Thursday, April 17, 2003
Calgary's News & Entertainment Weekly
FFWD Weekly
FILM
by Stephen Notley
Young red love
Gentle look at life under Mao
REVIEW
BALZAC AND THE LITTLE CHINESE SEAMSTRESS
Starring Xun Zhou, Kun Chen and Ye Liu
Co-written and directed by Sijie Dai
Opens Friday, April 18
Plaza Theatre

Balzac and the Little Chinese Seamstress is an idyllic movie, which is odd considering that it’s about life at a Cultural Revolution re-education camp in early 1970s China. But if you’re 19-year-old Ma (Ye Liu) or Luo (Kun Chen), you couldn’t end up in a more gorgeous isolated mountaintop village (filled with cute girls) to get the bourgeois intellectualism worked out of you.

Yes, Ma and Luo are here to work, and it’s pretty nasty work – clinking through claustrophobic coal mines or carrying sloshy buckets of liquid shit up hundreds of steps to fertilize the crops.

But overall, it’s a pretty benign picture of the Cultural Revolution. We see the head of the village burning some cookbooks on the grounds that proletarian peanuts shouldn’t mix with bourgeois chicken – and, of course, literature is banned. But Ma and Luo seem game enough to go accept their situation, particularly when they meet the precious Little Seamstress (Xun Zhou), the cute daughter of the Old Tailor (Zhijun Cong).

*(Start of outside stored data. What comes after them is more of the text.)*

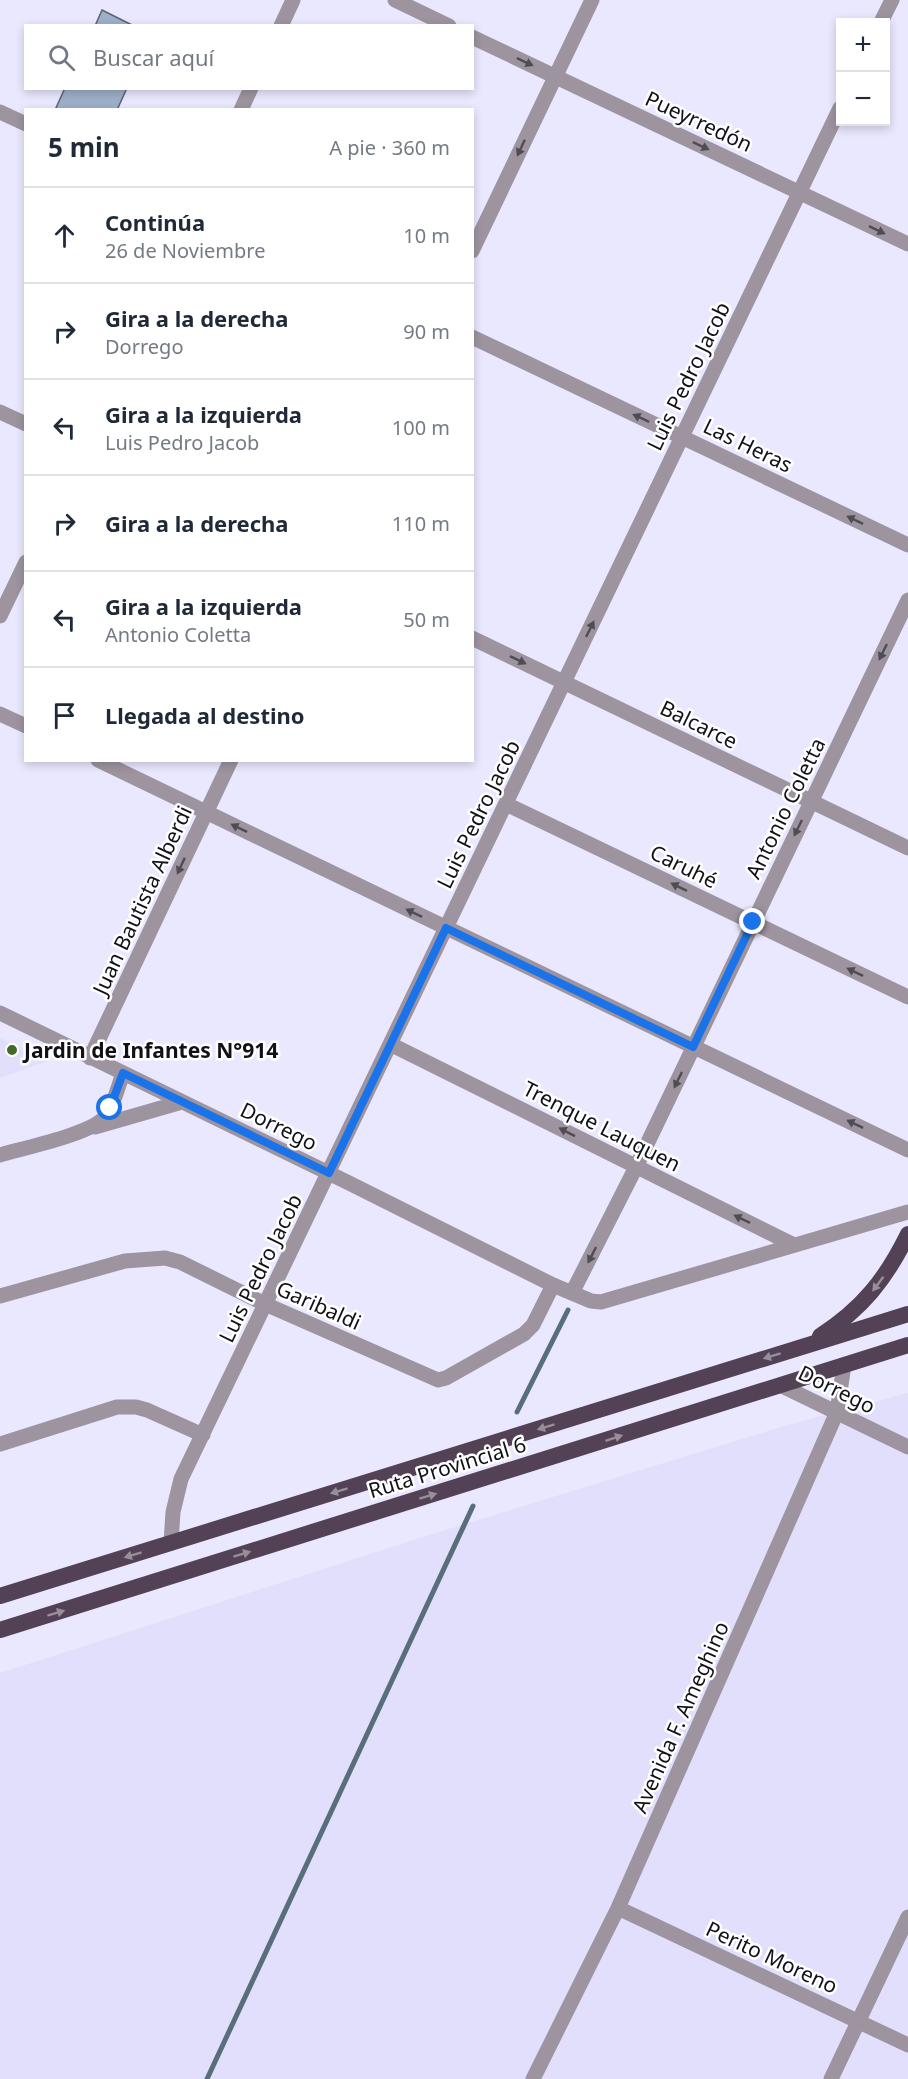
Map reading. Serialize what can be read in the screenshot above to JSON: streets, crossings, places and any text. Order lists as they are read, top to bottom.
{
  "streets": {
    "highway": ["Ruta Provincial 6"],
    "street": [
      "Pueyrredón",
      "Luis Pedro Jacob",
      "Las Heras",
      "Balcarce",
      "Antonio Coletta",
      "Caruhé",
      "Juan Bautista Alberdi",
      "Dorrego",
      "Trenque Lauquen",
      "Garibaldi",
      "Avenida F. Ameghino",
      "Perito Moreno"
    ]
  },
  "crossings": [
    ["Pueyrredón", "Luis Pedro Jacob"],
    ["Luis Pedro Jacob", "Las Heras"],
    ["Luis Pedro Jacob", "Balcarce"],
    ["Luis Pedro Jacob", "Caruhé"],
    ["Luis Pedro Jacob", "Dorrego"],
    ["Luis Pedro Jacob", "Trenque Lauquen"],
    ["Luis Pedro Jacob", "Garibaldi"],
    ["Luis Pedro Jacob", "Ruta Provincial 6"],
    ["Balcarce", "Antonio Coletta"],
    ["Antonio Coletta", "Caruhé"],
    ["Antonio Coletta", "Dorrego"],
    ["Antonio Coletta", "Trenque Lauquen"],
    ["Juan Bautista Alberdi", "Dorrego"],
    ["Dorrego", "Garibaldi"],
    ["Dorrego", "Ruta Provincial 6"],
    ["Dorrego", "Avenida F. Ameghino"],
    ["Ruta Provincial 6", "Avenida F. Ameghino"],
    ["Avenida F. Ameghino", "Perito Moreno"]
  ],
  "one_way": [
    "Pueyrredón",
    "Las Heras",
    "Antonio Coletta",
    "Caruhé",
    "Juan Bautista Alberdi"
  ],
  "places": ["Jardin de Infantes N°914"],
  "page": {
    "map_buttons": ["+", "−"],
    "search": "Buscar aquí",
    "heading": ["5 min", "A pie · 360 m"],
    "list": [
      ["Continúa", "26 de Noviembre", "10 m"],
      ["Gira a la derecha", "Dorrego", "90 m"],
      ["Gira a la izquierda", "Luis Pedro Jacob", "100 m"],
      ["Gira a la derecha", "110 m"],
      ["Gira a la izquierda", "Antonio Coletta", "50 m"],
      "Llegada al destino"
    ]
  }
}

As it turns out, uneducated village communists are no match for wily bourgeois sneakiness. The guys nick some four-eyed geek’s suitcase full of forbidden books – and this is where the title’s Balzac reference comes in.

Not that Balzac is presented as all that incredibly powerful and revolutionary (or counter-revolutionary, I suppose). Mostly Ma and Luo use it to impress Little Seamstress with Balzac-isms like "a woman’s beauty is a priceless treasure."

In keeping with this sentimentality, the movie has the lazy feel of a summer on the farm: most of the scenes seem to be Ma, Luo and Little Seamstress hanging out reading literature or playing the violin. It’s all very light and relaxed. There is a romantic triangle, but desire is mostly left unspoken.

The most disturbing part of the whole film is when Ma returns to the village years later, mere months before it is to vanish into the reservoir of the new mega-gigantic Yangtze Dam. After the soft teenage idyll of Ma’s teen experiences, it’s hard to imagine those little cabins and carved stone steps disappearing forever. But everybody gets older, and countries get older, too – the film makes its point gently, sweetly.

Balzac and the Little Chinese Seamstress is a different kind of teen movie than we usually see around here, but is worth a look.